Alternative formative assessment (AFA) strategies can be as simple (and important) as checking the oil in your car — hence the name “dipsticks.” They’re especially effective when students are given tactical feedback, immediately followed by time to practice the skill. My favorite techniques are those with simple directions, like The 60 Second Paper, which asks students to describe the most important thing they learned and identify any areas of confusion in under a minute.

I despair. The downloadable pdf, 53 Ways to Check for Understanding includes such beauties as:

17. Advertisement • Create an ad, with visuals and text, for the newly learned concept.

and

20. Collage • Create a collage around the lesson’s themes. Explain your choices in one paragraph.
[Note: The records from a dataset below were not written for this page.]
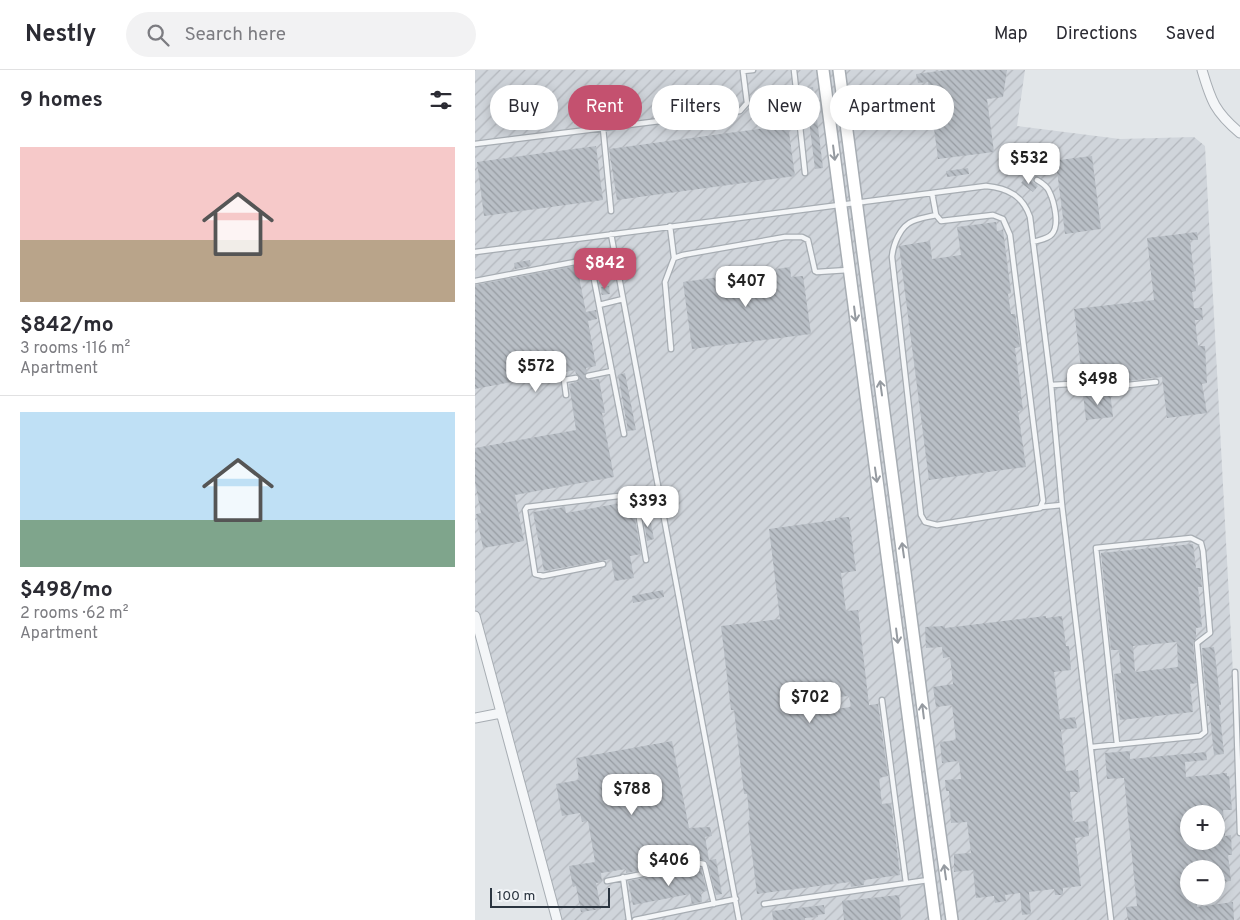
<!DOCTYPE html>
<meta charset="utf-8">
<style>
:root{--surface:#fff;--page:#f2f2f3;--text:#2b2b33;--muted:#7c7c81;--line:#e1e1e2;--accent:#c4516f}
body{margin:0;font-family:Overpass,sans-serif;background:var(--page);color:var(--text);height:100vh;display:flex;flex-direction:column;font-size:19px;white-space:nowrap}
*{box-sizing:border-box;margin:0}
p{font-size:16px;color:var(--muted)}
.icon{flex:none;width:28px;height:28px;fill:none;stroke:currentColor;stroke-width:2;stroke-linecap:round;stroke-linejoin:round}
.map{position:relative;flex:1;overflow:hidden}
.drawer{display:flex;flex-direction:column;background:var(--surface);width:475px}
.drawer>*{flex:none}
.banner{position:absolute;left:15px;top:15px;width:475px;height:45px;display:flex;gap:10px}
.buttons{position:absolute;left:705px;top:735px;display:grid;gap:10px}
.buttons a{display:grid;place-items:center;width:45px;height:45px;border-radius:50%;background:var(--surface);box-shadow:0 2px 12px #0003;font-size:25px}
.scale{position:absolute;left:15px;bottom:12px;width:120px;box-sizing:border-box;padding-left:5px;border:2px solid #2b3540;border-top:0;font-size:14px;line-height:18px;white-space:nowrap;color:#2b3540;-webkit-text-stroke:4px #f1f4f7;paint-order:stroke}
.price{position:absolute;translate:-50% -42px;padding:0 11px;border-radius:10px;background:#fff;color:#222;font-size:16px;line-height:32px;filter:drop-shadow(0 1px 2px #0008)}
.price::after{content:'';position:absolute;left:50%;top:30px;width:15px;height:11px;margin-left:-8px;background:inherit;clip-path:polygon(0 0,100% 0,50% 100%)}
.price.current{background:var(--accent);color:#fff}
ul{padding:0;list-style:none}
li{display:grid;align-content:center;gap:10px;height:265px;padding:0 20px}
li+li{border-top:1px solid var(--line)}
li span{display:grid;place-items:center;height:155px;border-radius:0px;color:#555}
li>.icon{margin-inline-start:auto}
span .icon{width:90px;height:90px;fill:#fffc;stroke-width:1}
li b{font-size:21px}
h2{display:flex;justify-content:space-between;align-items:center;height:60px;padding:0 20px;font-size:21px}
.pill{padding:0 18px;border-radius:22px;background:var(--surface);box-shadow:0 2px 12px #0003;font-size:18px;line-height:45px}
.pill.current{background:var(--accent);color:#fff}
header{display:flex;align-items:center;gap:30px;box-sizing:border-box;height:70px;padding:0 25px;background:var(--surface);border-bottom:1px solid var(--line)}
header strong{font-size:24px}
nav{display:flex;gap:28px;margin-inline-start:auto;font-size:18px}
.search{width:350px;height:45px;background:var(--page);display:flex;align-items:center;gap:12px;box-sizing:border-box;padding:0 18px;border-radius:28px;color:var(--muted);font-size:19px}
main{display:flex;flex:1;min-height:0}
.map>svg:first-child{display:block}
.industrial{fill:url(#industrial-furrows);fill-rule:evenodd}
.building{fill:url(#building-back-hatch);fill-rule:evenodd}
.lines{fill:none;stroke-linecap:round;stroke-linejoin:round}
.lane-casing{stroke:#a7adb3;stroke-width:7}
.street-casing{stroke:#a7adb3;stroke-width:11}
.secondary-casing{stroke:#a7adb3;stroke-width:14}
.lane{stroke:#f4f6f8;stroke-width:4.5}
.street{stroke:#f4f6f8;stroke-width:9}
.secondary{stroke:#fff;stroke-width:11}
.oneway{stroke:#959aa0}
</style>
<header>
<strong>Nestly</strong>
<div class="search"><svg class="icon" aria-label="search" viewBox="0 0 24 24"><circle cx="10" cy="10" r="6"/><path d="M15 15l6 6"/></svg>Search here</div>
<nav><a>Map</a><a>Directions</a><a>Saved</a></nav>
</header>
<main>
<section class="drawer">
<h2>9 homes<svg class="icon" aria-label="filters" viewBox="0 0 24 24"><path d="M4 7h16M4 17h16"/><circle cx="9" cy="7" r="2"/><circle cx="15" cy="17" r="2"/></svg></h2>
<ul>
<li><span style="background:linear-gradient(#f6c9c9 60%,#b9a48a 0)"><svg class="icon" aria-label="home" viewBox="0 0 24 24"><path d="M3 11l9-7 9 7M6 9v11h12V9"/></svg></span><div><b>$842/mo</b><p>3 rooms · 116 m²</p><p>Apartment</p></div></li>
<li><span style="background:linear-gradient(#bfe0f5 70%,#7fa58c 0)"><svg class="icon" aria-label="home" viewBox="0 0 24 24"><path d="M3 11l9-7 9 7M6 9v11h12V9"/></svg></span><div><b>$498/mo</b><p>2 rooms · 62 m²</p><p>Apartment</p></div></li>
</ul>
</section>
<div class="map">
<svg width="765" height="850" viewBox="0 0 765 850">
<defs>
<pattern id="industrial-furrows" width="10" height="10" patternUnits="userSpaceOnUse" patternTransform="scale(1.25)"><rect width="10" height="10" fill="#d0d5db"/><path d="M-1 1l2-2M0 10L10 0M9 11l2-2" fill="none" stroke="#b3b7bd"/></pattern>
<pattern id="building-back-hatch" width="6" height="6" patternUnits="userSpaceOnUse" patternTransform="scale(1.25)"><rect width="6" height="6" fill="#b9bfc6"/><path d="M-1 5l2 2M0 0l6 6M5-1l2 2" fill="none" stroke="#979ca2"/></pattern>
</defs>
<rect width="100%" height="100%" fill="#e2e6e9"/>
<path class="industrial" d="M0,0h550l-8,56 103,13 74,-2 11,9 35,659v115h-684l-81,-304zM714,744h27v27h-27zM714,799h27v27h-27z"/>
<path class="building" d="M472,0h60l-4,27 -16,2 7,53 -56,7 -10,-77 -10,1 -2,-9z
M338,17l10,81 -8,1 -10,-81z
M313,55l7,51 -178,24 -8,-51z
M121,76l7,54 -119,16 -7,-54z
M574,79l1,12 42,-5 9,73 -36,5 -8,-63 -23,2 -2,-22z
M493,98l1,6 -22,3 -1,-6z
M551,107l12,9 -5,6 -12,-9z
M521,152l1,9 6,-1 8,63 -3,1 3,20h4l5,33 -5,1 8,62 -5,1 8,56 -97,13 -30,-234 31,-5 2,18 29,-4 -4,-28z
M722,162l1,8h-8l6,51 -4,1 2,16h8l1,12h-8l3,26h7l2,37 -5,1 5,29 -40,5 -5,-41 -79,9 -9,-77 80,-9 -7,-62z
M55,190l1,6 -16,3 -1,-6z
M100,196l2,1 9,45 10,-2 1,9 -9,2 8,45 -10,2 1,4 -3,4 5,4 10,-1 6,34h-3l12,64 -99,18 9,46 -41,7 -7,-34 5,-1 -6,-31v-34l101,-18 -7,-46 8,-2 3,-4 -4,-4 -1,-4 -100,19v-104z
M315,197l1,10 12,-1 8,58 -119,15 -9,-67z
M134,216l1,8 -8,1 -1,-8z
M150,303l11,57 -8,1 -10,-56z
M635,321l3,26 -27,3 -3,-26z
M157,431l9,53 -11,2 4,22 -19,3 -4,-22 -67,12 -11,-59 32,-5 1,6z
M174,444l5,25 -7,2 -4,-26z
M374,447l7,54 -15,2 5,38 12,-1 11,95 9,-1 10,72 -9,2 3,26 9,-1 9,72 -36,5v5l-13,2 -1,-5 -93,12 -9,-72 2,-1 -3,-27h-3l-10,-84h-3l-10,-84 59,-7 -11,-90 66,-9v-2zM374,626l2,11 -56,7 -1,-12z
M718,474l3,24h4l2,19h-4l4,40 -6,1v11l-3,4 4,40 -7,1 3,28 -73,8 -6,-46 7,-1 -2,-23h-8l-10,-97zM702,572l1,25 -43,5 -2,-26z
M188,520l1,7 -31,6 -1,-7z
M571,546v2l16,-2 4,30h3l2,24 -17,2 6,47 15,-2 2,11 -16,2 5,41 12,-1 2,22h-10l3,30 15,-1 1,15 -14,2 6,48 -18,2v7h-8l-1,-6 -25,3 2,22 -9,1 -2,-22 -15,2 1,6 -11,2 -1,-7 -18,2 -3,-28 -19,2v-18l17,-1 -4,-31 -16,1 -2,-32h-3l-1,-11 16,-1 -2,-18 -17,2 -2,-21 16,-2 -4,-35 -16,2 -3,-20 20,-3 -3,-27 -7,1 -1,-11 -16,1 -1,-21 20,-1v2z
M739,577l7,58h-2l5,49 -10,1 -5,-49h-2l-5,-58z
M197,671l17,87 21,-1 2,9 -7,1 4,23 7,-1 6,35 -6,1 -9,-34 -9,-2 -72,14v-4l-25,4 1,9 -6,1 5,26 -20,3 -5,-26 -3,1 -4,-21 26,-4 -7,-41 -6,1 -2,-9 -18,3 -6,-32 23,-4 -3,-22z
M655,681v8l76,-7 1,8 -22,2 1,15 35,-3v-1h6v3h2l3,34h-9l2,26 6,-1 1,20h-4l3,26 -15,1v-13h-27v27h7l1,11 36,-5 1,18h-106l-2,-13 11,-1 -13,-128 -17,1 -2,-26zM714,744h27v27h-27z
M224,797l2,1 6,23 -6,1 1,10 -10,2 -2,-10 -57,11 -5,-24z
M424,825l2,25h-57l-2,-19z
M349,835l1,9 -8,1 1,2 -13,1v2h-32l-1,-9z"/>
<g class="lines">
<defs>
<path id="lane" d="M319,0l11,103
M128,58l8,83
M0,74l265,-33 7,-8 -4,-32 10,-1
M457,123l4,22 5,6 52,-6 10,4 7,16 33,266 -3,7 -103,17 -12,-3 -4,-7 -29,-258c1,-12 8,-31 21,-36 7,-3 15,-4 23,-6
M195,156l4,32
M136,164l128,686
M558,172c6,-2 15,-3 19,-8 8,-9 2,-33 -3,-43 -2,-5 -7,-8 -12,-11
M0,182l511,-66c22,2 37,10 44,31l21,168 11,120 49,415
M0,211l100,-19 8,2 10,10 31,160
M124,235l24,-6
M196,279l-6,-67 9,-24 9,-3 102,-18h17l6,3 7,31 2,1 31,-2
M113,306l24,-5
M576,315l20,-1 10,6 75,-8
M91,325l-2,-15 12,-2
M160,424l11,66
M566,437l21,-2
M128,494l-60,12 -8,-2 -10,-64 2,-3 133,-16
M760,602l5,161
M407,630l24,183
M617,677l108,-11 5,-4 -8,-89 13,-10 -7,-82 -2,-8 -10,-5 -95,10 21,196
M148,807l6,43
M132,811l92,-18 5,1 1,3 9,37
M289,834l164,-24
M160,850l101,-21"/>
<path id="street" d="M727,0c9,31 13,42 38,63
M0,546l82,304
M0,648l26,-5"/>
<path id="secondary" d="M348,0l112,850
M364,0l92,700 21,150"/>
</defs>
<use href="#lane" class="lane-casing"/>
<use href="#street" class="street-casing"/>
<use href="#secondary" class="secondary-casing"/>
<use href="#lane" class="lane"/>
<use href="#street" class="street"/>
<use href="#secondary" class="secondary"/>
</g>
<defs><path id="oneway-shaft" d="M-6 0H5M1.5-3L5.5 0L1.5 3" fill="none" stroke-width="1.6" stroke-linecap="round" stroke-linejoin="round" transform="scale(1.25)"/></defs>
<g class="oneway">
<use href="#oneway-shaft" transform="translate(359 83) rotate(83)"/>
<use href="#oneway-shaft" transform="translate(380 244) rotate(83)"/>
<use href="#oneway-shaft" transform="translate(406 318) rotate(-98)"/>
<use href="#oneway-shaft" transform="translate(401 405) rotate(82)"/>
<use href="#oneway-shaft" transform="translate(428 480) rotate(-98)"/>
<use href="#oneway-shaft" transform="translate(422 566) rotate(83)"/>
<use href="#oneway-shaft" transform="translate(448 641) rotate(-97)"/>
<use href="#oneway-shaft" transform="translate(470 802) rotate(-98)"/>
</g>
</svg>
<div class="buttons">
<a>+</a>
<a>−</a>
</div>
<div class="scale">100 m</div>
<b class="price" style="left:554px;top:115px">$532</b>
<b class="price current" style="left:130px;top:220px">$842</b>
<b class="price" style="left:271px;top:238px">$407</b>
<b class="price" style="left:61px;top:323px">$572</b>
<b class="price" style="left:623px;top:336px">$498</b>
<b class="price" style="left:173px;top:458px">$393</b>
<b class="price" style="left:335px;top:654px">$702</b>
<b class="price" style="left:157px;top:746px">$788</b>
<b class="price" style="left:194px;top:817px">$406</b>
<div class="banner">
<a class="pill">Buy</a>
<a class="pill current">Rent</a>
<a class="pill">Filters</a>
<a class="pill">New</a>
<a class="pill">Apartment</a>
</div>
</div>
</main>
All of the techniques – even the ones that aren’t quite so obviously risible – seem to operate under two assumptions:

  1. You can see learning. I’ve written extensively about why this is a misconception but do understand that this has yet to filter into the mainstream of educational thinking, but really, ignorance is no real defense.
  2. Learning must be enjoyable. These activities are predicated on the idea that for recalcitrant students to learn anything they must be led by the nose to a muddy trough and tricked into drinking.

Now maybe learning really must be enjoyable. Maybe not. We can debate the truth of this ad nauseum. But to argue that the majority of teachers and education professionals understand ‘engagement’ to mean something other than making collages and adverts is disingenuous at best.